(Excerpts from a dataset)
......
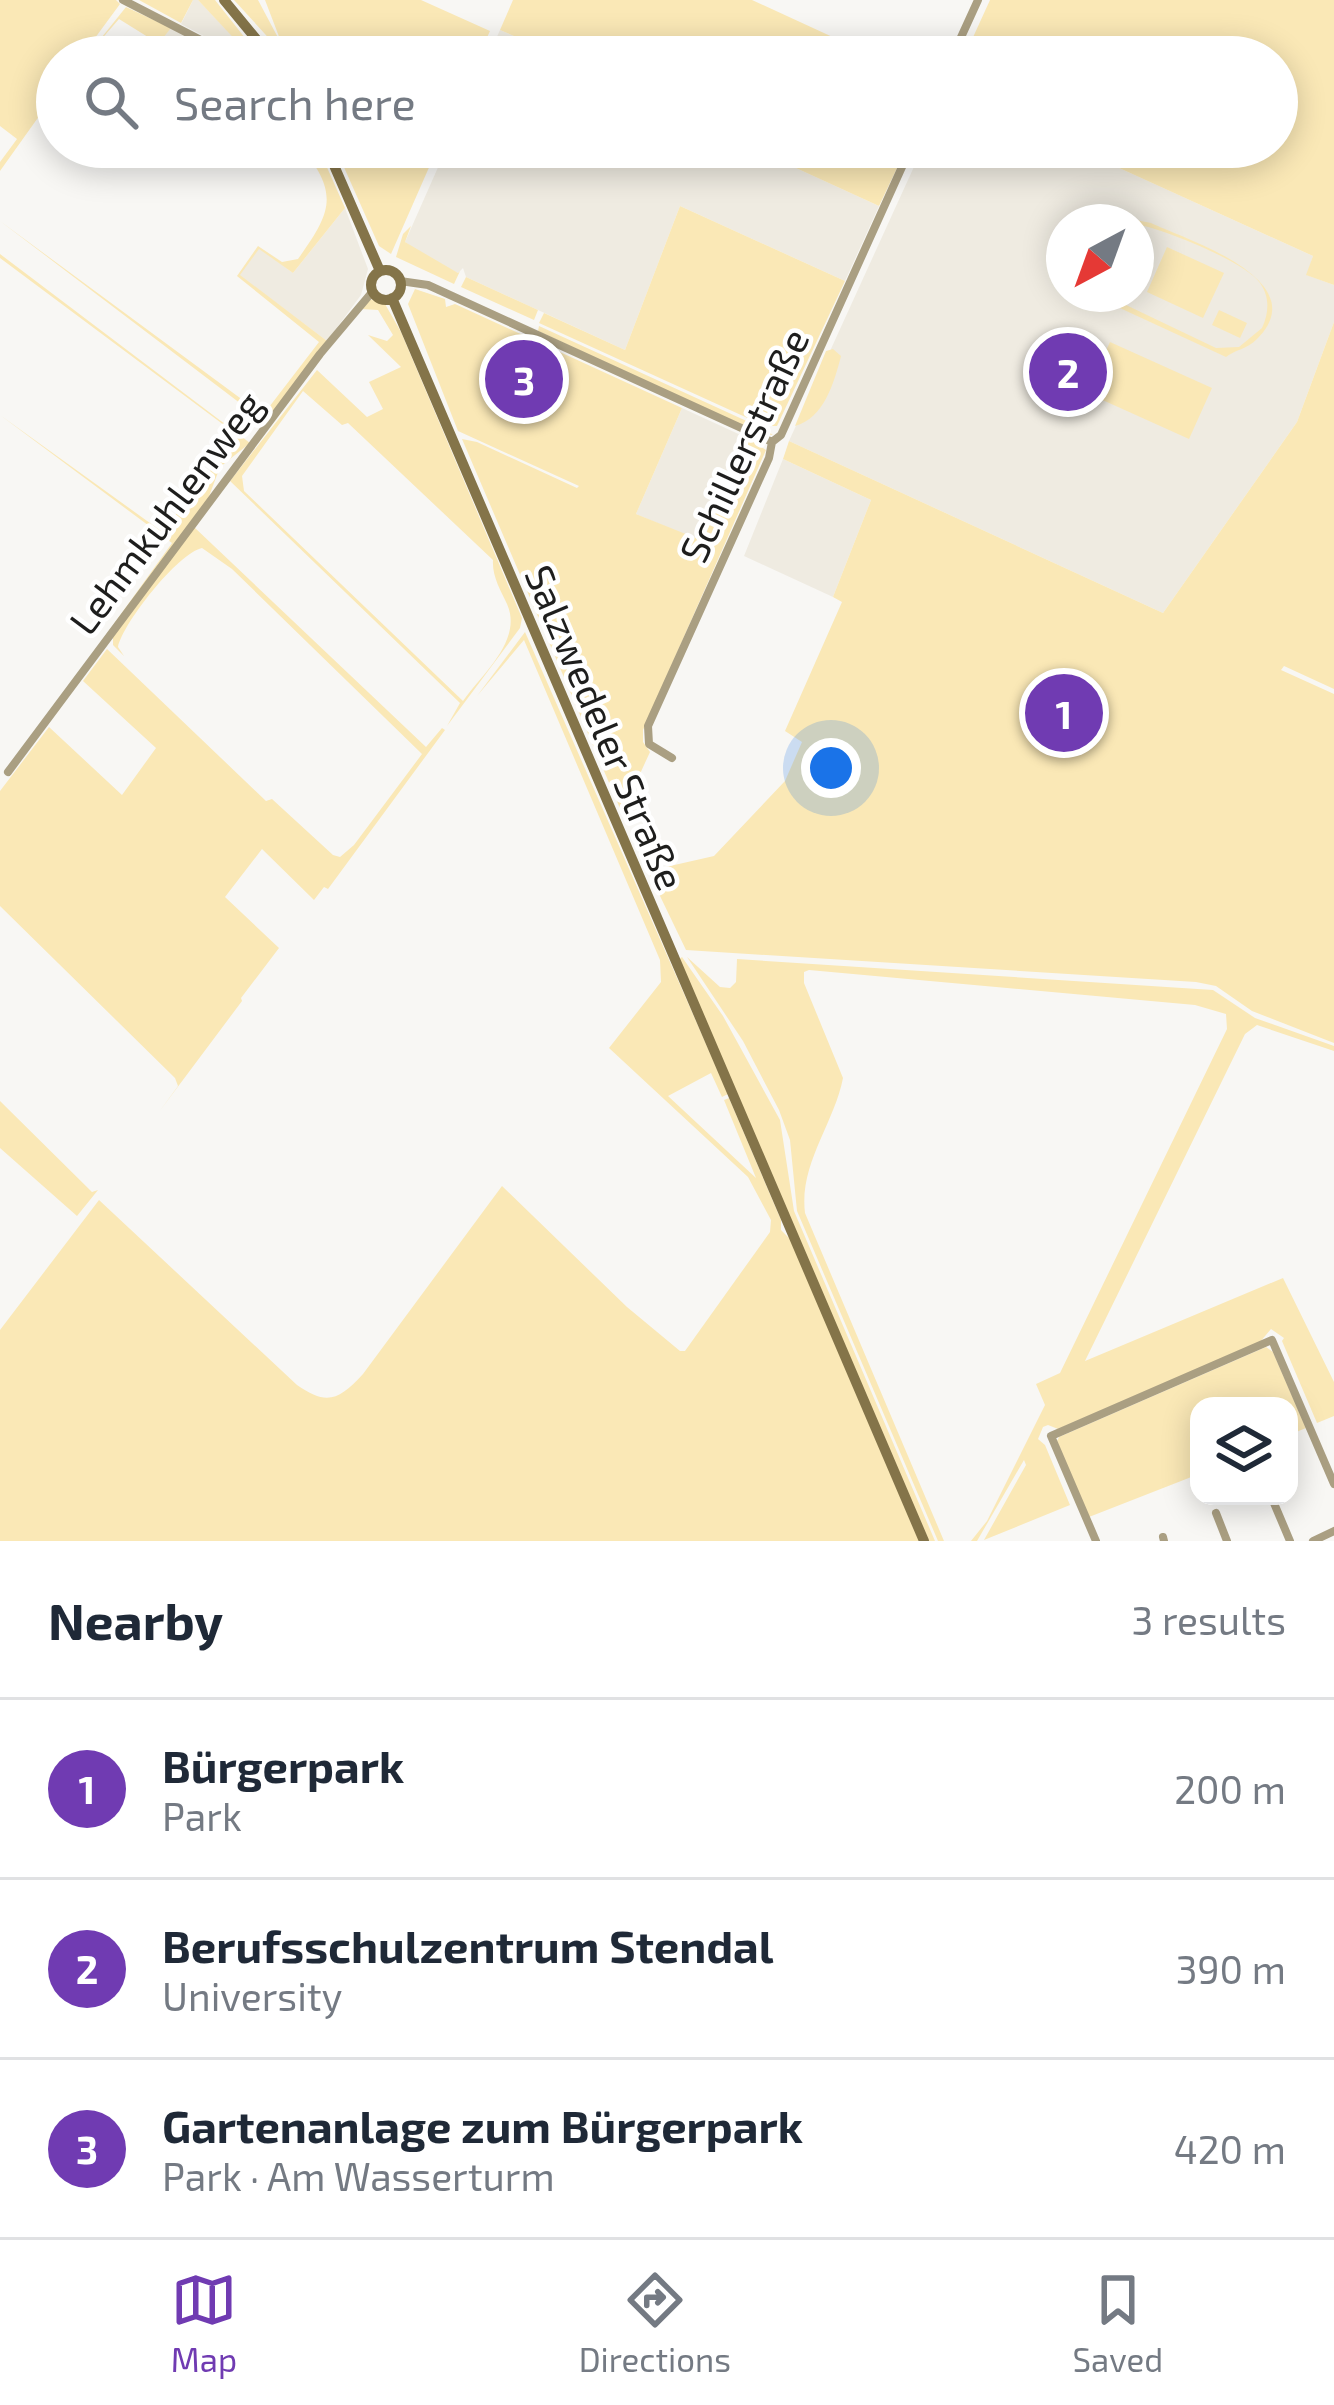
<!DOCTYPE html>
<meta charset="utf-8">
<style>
body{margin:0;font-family:"Exo 2",sans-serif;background:#f6f6f7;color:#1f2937}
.controls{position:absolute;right:36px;bottom:36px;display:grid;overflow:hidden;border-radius:24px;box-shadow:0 6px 30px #0003}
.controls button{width:108px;height:108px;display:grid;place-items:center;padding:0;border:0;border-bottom:3px solid #e0e1e3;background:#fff;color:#1f2937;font:60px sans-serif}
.compass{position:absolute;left:1046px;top:204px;width:108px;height:108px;border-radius:50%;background:#fff;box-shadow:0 6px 30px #0003;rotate:221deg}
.you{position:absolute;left:831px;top:768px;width:42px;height:42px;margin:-30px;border:9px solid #fff;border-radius:50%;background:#1a73e8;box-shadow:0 0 0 18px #1a73e833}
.badge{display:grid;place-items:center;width:78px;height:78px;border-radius:50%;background:#703bb2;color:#fff;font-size:39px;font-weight:700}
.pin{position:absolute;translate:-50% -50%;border:6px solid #fff;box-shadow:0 3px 12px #0006}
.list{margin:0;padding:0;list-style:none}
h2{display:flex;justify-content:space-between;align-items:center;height:156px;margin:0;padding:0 48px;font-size:51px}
h2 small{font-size:39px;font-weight:400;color:#747a83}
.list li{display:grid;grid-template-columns:78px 1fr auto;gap:36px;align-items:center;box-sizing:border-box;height:180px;padding:0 48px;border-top:3px solid #e0e1e3}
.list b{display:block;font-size:45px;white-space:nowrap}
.list p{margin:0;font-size:39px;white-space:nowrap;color:#747a83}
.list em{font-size:39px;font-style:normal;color:#747a83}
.icon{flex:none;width:66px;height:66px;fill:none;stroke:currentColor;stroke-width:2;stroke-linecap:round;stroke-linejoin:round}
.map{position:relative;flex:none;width:1334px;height:1541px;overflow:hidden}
.search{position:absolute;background:#fff;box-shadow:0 6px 30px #0003;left:36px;right:36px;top:36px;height:132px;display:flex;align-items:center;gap:30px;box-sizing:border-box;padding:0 42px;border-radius:66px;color:#747a83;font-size:45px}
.sheet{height:696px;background:#fff}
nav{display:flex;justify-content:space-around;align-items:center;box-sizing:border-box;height:168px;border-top:3px solid #e0e1e3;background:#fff;font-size:33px;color:#747a83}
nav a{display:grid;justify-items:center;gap:6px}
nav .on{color:#703bb2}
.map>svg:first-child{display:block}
.built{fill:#efebe1;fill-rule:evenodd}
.green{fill:#fae8b6;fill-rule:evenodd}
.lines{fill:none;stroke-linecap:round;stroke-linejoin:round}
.minor{stroke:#aa9f82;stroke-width:8}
.secondary{stroke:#847449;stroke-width:10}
.labels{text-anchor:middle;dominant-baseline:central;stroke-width:9;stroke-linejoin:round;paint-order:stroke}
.street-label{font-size:39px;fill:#1e1e1d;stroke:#fff}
</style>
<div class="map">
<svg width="1334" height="1541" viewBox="0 0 1334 1541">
<rect width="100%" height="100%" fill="#f8f7f4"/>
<path class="built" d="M 193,0 L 198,0 L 244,48 L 240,55 L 181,24 Z
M 171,28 L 227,57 L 189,57 L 163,37 Z
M 500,30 L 563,57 L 488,57 Z
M 447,147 L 750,147 L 879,206 L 845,281 L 680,206 L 625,350 L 466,277 L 463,268 L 458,273 L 432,261 L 405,242 Z
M 923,147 L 1073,147 L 1313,256 L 1307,275 L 1334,285 L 1334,322 L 1297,422 L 1163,613 L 789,441 ZM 1064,222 L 1136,222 L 1136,294 L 1064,294 Z
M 345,208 L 368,269 L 361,295 L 327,341 L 239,275 L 259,248 L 293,273 Z
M 682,408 L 745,437 L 702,542 L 636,514 Z
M 783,459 L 871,500 L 833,597 L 744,556 Z"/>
<path class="green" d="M 0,0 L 116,0 L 120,4 L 81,57 L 57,57 L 57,91 L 0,171 L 0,162 L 17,139 L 0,126 Z
M 139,0 L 193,0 L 181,23 Z
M 198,0 L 215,0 L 253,48 L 251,54 L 240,56 L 243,48 Z
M 234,0 L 258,0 L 283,47 L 265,0 L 421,0 L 490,31 L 478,57 L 286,57 Z
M 513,0 L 752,0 L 876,57 L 563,57 L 500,30 Z
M 990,0 L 1334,0 L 1334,285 L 1306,275 L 1313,256 L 1073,147 L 1277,147 L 1277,57 L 964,57 Z
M 126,7 L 171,28 L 163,38 L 189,57 L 180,57 L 119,19 L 86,57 Z
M 301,147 L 318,147 L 345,208 L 293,273 L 259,249 L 240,275 L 327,341 L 265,422 L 0,221 L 263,415 L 319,342 L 237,276 L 258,246 L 282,262 L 298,259 C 331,213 340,194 301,147 Z
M 335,147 L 438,147 L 391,254 L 379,246 Z
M 750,147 L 907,147 L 879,206 Z
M 680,206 L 845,281 L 777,426 L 765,426 L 539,323 L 544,313 L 625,350 Z
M 1136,220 L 1151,223 C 1187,240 1316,280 1257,339 C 1248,349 1234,350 1226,357 L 1096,297 L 1103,294 L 1216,348 L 1239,347 L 1262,328 C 1269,313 1270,297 1260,283 C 1244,260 1148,222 1122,222 Z
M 411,226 L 405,242 L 458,273 L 460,271 L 454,284 L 396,257 L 403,234 Z
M 1167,247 L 1224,273 L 1203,318 L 1147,292 Z
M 0,254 L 250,443 L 220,467 L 208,499 L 98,646 L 172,543 L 0,415 L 161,531 L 194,494 L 236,434 L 0,258 Z
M 466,277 L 538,310 L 534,320 L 461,287 Z
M 415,289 L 445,299 L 446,307 L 455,304 L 682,408 L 636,514 L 703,541 L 745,437 L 766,450 L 643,730 L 643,742 L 650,752 L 622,813 L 462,439 L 477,442 L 577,488 L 579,486 L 458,431 L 408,304 Z
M 369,299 L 385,304 L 401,332 L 522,618 L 520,628 L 447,726 L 460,703 L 230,481 L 317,370 L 367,417 L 383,409 L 369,382 L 401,367 L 368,335 L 387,341 L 393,335 L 378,310 L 361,309 ZM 303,391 L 342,425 L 348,423 L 493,560 C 492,576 500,589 507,604 C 523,640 483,673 463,701 L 244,491 L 242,476 Z
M 1219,310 L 1247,323 L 1240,338 L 1212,325 Z
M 1334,322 L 1334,689 L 1284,666 L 1281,670 L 1334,694 L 1334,1043 L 1252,1011 L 1216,986 L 1196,982 L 686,950 L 648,871 L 714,856 L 785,781 L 802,742 L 785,731 L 842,602 L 833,597 L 871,500 L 783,459 L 789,441 L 1163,613 L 1297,422 Z
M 539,326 L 764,429 L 773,435 L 761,434 L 538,331 Z
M 1110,342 L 1212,388 L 1189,439 L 1087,393 Z
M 833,349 L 841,356 C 834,383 824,418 795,426 L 826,351 Z
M 194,527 L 426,747 L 442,728 L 445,730 L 328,889 L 324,887 L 314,900 L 262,849 L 225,897 L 279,948 L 241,998 L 242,1001 L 159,1112 L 178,1086 L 175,1078 L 0,906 L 0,791 L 49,727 L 122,795 L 156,748 L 83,681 L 107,649 L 266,801 L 272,799 L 333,855 L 340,857 L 354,845 L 422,754 L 232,569 L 202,548 C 178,553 123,623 118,647 L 124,656 L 113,645 L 113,637 Z
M 525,632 L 728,1094 L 722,1097 L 711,1073 L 668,1096 L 756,1178 L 724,1100 L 729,1098 L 781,1220 L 781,1230 L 790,1239 L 919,1541 L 0,1541 L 0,1330 L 99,1200 L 297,1385 C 327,1406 339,1400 363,1374 L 502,1186 L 627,1307 L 680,1351 L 685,1351 L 770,1232 L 771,1220 L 748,1177 L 609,1048 L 661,982 L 660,960 L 524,640 L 477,696 Z
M 682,957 L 723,1016 L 780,1120 L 794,1211 L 935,1541 L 929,1541 L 678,960 Z
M 687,957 L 720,987 L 730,988 L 736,982 L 737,959 L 1213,990 L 1255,1018 L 1334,1046 L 1334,1051 L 1257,1025 L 1245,1034 L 1085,1361 L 1283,1278 L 1334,1382 L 1334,1416 L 1317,1423 L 1282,1341 L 1284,1338 L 1271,1329 L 1260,1342 L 1058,1429 L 1048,1425 L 1043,1427 L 1038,1439 L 1045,1445 L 1070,1505 L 984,1540 L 1026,1465 L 1024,1460 L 977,1541 L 971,1541 L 987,1521 L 1045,1405 L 1036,1384 L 1060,1373 L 1227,1029 L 1226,1014 L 1195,1005 L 809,970 L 804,972 L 804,983 L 843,1078 C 834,1124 799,1164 805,1213 L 944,1541 L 938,1541 L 797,1211 L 790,1140 L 779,1110 L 743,1041 Z
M 0,1101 L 92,1192 L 98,1190 L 77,1216 L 0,1148 Z
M 1266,1347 L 1273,1352 L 1306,1428 L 1289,1435 L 1289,1406 L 1199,1406 L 1199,1474 L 1089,1517 L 1057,1441 L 1059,1437 Z"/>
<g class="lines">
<path class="minor" d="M 123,0 L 234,57
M 952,57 L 978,0
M 400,281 L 428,285 L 772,442
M 672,758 L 649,744 L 648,726 L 769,458 L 772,442 L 781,435 L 911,147
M 8,772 L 320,354 L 373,291
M 1271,1496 L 1290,1541
M 1216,1513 L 1227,1541
M 1163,1537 L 1164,1541
M 1096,1541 L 1051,1436 L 1272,1340 L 1334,1484
M 1313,1541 L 1334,1531"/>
<path class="secondary" d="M 224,0 L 271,57
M 326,147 L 380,271
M371 285a15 15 0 1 1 30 0a15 15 0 1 1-30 0Z
M 392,298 L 924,1541"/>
</g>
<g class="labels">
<g class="street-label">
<text transform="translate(743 445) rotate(-65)">Schillerstraße</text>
<text transform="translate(165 512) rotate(-53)">Lehmkuhlenweg</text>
<text transform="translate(606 727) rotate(67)">Salzwedeler Straße</text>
</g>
</g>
</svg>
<div class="controls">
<button><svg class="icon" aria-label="layers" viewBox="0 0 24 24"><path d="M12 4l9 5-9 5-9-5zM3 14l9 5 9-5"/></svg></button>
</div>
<svg class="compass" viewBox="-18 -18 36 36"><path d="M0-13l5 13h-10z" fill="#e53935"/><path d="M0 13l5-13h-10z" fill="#747a83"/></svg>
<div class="you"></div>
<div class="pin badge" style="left:1064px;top:713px">1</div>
<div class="pin badge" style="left:1068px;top:372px">2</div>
<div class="pin badge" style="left:524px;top:379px">3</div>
<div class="search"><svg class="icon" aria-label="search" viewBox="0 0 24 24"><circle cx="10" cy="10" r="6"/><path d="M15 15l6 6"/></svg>Search here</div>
</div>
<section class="sheet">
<h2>Nearby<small>3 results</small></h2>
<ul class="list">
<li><span class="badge">1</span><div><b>Bürgerpark</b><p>Park</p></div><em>200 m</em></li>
<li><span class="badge">2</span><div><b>Berufsschulzentrum Stendal</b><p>University</p></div><em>390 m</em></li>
<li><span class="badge">3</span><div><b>Gartenanlage zum Bürgerpark</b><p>Park · Am Wasserturm</p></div><em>420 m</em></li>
</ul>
</section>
<nav>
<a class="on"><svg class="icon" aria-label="map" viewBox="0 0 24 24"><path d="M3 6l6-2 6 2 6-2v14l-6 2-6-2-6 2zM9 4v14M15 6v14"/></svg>Map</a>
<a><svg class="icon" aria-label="directions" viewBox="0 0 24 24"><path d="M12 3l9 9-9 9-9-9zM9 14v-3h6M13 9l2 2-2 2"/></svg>Directions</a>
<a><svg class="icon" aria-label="saved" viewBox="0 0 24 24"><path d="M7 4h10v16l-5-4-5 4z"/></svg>Saved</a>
</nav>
......
▶ _PROBLEM STATEMENT_: Select the lines from the entries that include the word "list".

▶ _OUTPUT OF THE TASK_:
.list{margin:0;padding:0;list-style:none}
.list li{display:grid;grid-template-columns:78px 1fr auto;gap:36px;align-items:center;box-sizing:border-box;height:180px;padding:0 48px;border-top:3px solid #e0e1e3}
.list b{display:block;font-size:45px;white-space:nowrap}
.list p{margin:0;font-size:39px;white-space:nowrap;color:#747a83}
.list em{font-size:39px;font-style:normal;color:#747a83}
<ul class="list">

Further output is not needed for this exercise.